Building an Economy that Works for Everyone

We Need an Ambitious Budget to Help our All People and Communities Thrive

If ever there was a time to invest deeply in our people and basic services, it’s now.

On February 22, Washington legislators unveiled their proposals to amend the current state budget that runs through June 2023. They had plenty of money to potentially spend, since state tax revenues are coming in faster than expected and federal COVID relief funds remain unallocated. Our people and state also have extraordinary needs. The COVID pandemic has affected the health, emotional well-being, and economic security of everyone – but in disparate ways. Over the past two years, economic, racial, and gender inequality has deepened. By some measures, such as the overall unemployment rate and sales tax revenue receipts, we’re well on the way to economic recovery. Nevertheless, Washington ended 2021 with 70,000 fewer jobs than when the pandemic began, many people lack housing and food security, and schooling has been disrupted for all our kids and young adults trying to pursue higher education.

If ever there was a time to invest deeply in our people and basic services, it’s now.

Many analysts and news reports have highlighted the increased total spending reflected in high-level summaries of the budget proposals unveiled by House and Senate Democrats this week. Many specific allocations do go to priority needs that we fully support, including modest increases for child care and pre-school, more school nurses and counselors, college accessibility and affordability, establishing a Paid Family & Leave program reserve fund, and lots more.

But the rate of increase depends on what starting point you choose. We came into this pandemic not yet out of the hole left over from the austerity budgets of the Great Recession a decade ago. A deeper dive shows that over half of the increased spending proposed now is getting transferred out of the operating budget, including $1.5 billion into a “Washington Rescue Plan Transition Account,” and avoiding a gas tax increase by putting $2 billion into the transportation budget.

These proposals leave both state and federal money on the table.
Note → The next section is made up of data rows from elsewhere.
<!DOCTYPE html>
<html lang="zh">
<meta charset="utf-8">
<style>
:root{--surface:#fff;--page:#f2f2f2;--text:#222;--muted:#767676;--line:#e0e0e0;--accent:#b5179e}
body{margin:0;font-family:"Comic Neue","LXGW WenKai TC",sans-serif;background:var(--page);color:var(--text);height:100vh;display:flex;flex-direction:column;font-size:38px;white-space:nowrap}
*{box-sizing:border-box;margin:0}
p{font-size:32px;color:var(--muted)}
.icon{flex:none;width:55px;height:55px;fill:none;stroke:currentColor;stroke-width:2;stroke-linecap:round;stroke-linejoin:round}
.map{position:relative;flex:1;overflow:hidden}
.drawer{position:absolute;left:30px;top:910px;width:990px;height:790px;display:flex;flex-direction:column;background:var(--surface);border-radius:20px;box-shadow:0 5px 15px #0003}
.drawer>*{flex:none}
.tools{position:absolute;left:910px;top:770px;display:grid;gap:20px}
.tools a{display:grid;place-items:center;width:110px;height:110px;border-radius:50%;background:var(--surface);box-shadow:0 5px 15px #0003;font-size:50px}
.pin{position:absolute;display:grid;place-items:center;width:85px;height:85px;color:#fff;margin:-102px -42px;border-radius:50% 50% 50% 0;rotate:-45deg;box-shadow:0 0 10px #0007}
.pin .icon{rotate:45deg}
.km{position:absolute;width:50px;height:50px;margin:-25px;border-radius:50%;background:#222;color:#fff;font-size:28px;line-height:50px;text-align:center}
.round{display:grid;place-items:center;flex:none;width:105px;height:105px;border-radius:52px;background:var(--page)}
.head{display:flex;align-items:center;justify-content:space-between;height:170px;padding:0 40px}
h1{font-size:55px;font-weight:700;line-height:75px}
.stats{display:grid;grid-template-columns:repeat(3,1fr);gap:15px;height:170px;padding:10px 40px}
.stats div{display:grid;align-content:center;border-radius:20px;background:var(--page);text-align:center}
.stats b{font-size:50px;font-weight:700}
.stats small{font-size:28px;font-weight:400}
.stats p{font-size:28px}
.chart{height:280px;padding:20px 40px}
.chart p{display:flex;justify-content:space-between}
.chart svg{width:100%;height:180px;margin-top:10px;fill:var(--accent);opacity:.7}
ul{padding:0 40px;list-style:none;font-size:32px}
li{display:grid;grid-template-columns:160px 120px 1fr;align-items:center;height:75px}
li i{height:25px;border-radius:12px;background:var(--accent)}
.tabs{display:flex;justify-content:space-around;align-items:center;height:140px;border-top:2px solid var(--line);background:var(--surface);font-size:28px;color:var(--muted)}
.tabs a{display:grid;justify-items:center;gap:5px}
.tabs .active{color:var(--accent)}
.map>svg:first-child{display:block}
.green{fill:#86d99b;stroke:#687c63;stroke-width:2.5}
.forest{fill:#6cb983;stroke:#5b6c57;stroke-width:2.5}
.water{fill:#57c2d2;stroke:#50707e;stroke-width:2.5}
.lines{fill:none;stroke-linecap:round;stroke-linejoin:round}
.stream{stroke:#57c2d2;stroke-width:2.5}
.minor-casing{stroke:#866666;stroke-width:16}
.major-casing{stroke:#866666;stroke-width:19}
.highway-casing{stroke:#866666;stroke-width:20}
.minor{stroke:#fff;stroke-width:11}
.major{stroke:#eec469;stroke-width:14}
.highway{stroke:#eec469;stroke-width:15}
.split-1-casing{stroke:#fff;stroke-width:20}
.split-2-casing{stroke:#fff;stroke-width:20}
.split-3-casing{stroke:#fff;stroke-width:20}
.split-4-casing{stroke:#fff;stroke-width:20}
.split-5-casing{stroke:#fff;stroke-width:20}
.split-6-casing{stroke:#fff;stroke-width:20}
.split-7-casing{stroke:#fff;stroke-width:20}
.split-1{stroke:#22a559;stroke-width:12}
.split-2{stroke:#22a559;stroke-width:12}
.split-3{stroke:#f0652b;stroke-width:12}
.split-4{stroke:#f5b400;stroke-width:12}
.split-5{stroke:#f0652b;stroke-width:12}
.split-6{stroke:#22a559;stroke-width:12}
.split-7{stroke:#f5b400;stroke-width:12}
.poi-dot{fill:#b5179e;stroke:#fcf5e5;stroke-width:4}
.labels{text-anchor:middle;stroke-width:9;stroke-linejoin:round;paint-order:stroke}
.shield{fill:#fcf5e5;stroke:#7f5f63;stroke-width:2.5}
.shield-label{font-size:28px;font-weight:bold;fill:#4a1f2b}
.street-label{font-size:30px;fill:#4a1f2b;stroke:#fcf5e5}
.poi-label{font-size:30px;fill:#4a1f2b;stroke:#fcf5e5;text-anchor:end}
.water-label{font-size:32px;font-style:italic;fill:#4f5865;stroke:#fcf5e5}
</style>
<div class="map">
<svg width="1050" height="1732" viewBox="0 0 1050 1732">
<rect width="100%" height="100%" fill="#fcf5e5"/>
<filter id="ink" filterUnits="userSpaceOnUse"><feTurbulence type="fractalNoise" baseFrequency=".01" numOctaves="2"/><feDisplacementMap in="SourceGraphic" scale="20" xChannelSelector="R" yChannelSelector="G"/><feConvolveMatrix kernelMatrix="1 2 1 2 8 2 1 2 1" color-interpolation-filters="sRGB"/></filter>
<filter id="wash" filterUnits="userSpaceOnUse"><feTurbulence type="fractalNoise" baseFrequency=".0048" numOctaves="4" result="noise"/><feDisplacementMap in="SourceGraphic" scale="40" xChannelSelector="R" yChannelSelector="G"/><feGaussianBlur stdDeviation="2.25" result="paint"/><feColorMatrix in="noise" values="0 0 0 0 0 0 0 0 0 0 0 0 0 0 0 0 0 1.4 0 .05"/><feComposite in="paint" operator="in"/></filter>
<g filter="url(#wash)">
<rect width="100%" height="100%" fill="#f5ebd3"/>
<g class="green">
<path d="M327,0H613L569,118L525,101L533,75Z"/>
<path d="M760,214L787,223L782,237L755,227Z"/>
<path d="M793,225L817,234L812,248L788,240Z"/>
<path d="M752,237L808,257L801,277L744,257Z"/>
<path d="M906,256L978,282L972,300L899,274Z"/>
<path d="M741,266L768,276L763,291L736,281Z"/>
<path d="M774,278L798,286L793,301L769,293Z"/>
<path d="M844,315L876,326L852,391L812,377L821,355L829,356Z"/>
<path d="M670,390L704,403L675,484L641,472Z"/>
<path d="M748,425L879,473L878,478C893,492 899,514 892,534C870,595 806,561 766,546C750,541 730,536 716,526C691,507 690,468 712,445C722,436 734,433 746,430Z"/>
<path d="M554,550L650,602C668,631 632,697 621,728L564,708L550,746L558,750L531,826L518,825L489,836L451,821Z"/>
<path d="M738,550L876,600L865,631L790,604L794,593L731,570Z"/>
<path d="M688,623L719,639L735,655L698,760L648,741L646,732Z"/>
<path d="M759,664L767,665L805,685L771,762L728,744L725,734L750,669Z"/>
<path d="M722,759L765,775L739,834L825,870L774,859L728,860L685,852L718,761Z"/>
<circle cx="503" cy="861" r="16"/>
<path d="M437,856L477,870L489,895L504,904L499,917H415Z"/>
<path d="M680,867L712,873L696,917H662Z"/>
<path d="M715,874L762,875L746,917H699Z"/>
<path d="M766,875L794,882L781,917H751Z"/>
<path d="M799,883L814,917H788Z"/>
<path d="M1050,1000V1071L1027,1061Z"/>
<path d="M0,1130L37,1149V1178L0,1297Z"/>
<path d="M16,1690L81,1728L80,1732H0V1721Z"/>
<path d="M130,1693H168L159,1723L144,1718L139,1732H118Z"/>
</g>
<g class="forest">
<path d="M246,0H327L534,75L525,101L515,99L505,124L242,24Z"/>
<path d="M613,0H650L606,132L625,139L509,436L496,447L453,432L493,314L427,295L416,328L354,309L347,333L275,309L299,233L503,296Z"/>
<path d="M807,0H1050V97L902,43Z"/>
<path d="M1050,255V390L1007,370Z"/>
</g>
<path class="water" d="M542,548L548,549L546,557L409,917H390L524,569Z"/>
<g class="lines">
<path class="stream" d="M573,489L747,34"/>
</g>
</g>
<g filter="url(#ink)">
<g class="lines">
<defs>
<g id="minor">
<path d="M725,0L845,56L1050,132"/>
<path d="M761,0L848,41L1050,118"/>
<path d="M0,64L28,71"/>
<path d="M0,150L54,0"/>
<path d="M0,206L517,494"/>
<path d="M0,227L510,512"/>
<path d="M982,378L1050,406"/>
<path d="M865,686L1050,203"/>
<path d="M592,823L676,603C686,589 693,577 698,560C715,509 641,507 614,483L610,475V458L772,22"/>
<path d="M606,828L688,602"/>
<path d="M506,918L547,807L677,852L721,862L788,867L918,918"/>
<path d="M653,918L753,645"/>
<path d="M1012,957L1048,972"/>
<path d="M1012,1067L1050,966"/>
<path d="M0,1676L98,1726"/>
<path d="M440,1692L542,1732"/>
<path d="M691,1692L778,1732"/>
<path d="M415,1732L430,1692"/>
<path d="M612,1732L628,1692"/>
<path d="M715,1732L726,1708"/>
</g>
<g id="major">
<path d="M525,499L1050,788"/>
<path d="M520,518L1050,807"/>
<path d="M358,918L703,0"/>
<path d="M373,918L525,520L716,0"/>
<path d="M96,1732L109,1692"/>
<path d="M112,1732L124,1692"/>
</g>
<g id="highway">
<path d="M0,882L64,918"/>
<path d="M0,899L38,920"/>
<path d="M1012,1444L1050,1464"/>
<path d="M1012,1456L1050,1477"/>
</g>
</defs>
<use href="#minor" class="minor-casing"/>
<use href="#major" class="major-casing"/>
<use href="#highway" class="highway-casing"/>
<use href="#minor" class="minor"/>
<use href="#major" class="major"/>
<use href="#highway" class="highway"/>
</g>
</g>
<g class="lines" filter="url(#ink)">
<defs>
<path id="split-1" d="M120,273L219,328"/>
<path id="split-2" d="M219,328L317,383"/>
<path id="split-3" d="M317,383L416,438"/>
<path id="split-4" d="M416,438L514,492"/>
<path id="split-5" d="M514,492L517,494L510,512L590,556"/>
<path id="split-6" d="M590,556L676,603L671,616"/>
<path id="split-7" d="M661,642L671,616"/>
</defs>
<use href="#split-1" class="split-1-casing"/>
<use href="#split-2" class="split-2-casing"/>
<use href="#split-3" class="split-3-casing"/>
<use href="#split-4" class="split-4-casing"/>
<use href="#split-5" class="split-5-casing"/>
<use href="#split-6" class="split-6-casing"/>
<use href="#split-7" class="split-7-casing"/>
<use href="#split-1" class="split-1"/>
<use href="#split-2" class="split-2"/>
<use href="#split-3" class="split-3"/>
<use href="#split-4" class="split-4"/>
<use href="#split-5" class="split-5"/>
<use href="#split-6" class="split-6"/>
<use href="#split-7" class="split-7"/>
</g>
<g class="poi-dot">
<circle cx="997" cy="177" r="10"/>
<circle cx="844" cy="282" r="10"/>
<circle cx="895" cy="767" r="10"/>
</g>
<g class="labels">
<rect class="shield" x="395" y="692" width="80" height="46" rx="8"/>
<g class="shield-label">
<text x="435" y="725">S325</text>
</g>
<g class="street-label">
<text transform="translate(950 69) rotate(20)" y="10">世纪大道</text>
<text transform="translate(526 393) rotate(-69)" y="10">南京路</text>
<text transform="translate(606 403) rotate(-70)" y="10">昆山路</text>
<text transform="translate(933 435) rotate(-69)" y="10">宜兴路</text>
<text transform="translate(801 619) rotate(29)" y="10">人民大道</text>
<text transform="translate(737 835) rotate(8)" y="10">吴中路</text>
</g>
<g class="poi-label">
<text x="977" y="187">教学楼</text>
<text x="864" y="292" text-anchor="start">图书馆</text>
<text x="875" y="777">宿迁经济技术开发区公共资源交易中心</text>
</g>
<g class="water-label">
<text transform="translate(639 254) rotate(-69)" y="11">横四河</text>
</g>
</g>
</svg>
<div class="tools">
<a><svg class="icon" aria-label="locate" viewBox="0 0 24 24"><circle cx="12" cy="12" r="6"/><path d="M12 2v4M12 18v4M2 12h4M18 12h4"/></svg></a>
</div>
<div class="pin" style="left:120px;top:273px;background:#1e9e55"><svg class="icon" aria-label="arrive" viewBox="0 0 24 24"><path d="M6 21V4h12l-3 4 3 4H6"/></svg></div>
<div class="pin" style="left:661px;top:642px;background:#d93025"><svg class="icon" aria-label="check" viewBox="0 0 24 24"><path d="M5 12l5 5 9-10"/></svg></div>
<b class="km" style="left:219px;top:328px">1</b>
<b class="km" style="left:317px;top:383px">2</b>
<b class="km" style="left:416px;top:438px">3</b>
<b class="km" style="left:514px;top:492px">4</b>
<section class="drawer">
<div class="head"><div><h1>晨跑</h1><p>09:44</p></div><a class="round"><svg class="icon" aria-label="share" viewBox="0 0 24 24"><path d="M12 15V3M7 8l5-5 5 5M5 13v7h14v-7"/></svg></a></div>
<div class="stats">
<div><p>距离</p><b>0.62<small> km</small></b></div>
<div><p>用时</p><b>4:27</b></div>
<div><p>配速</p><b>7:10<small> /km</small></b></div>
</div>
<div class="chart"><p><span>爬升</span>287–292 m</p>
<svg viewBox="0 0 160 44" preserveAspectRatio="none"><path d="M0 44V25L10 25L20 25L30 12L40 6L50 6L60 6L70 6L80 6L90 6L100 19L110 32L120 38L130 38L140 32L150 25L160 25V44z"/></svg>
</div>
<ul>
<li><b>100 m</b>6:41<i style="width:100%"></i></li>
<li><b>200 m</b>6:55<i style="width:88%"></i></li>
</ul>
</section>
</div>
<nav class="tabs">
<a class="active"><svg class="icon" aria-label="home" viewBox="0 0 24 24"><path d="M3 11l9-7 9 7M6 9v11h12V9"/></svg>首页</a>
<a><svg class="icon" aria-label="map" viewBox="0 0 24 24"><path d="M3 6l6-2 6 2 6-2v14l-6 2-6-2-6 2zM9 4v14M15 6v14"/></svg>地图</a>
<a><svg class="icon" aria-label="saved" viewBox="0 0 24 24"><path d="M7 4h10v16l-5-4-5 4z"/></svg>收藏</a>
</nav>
Yet K-12 schools actually lost funding, despite the pressing educational and emotional needs of kids who’ve experienced two years of disruption and trauma. Because so many children haven’t returned to school after being sent home early in the pandemic, schools have lost nearly $1 billion in enrollment-based funding. The increases proposed for specific items don’t even fully make up that loss, let alone account for the substantially additional needs kids have right now. Child care, health care, housing, and human services also need more investments.

Keeping some funds in reserve may be a good idea with so much volatility and uncertainty in the world right now. But poorly targeted and somewhat gimmicky tax cuts such as a Labor Day sales tax holiday – when many low wage and essential workers will be working, not out shopping – use up funds that would be better spent where the need is greatest.

The legislature has between now and March 10 to negotiate a final budget and finish up work on a slew of policy bills. We need an ambitious budget to help our all people and communities thrive.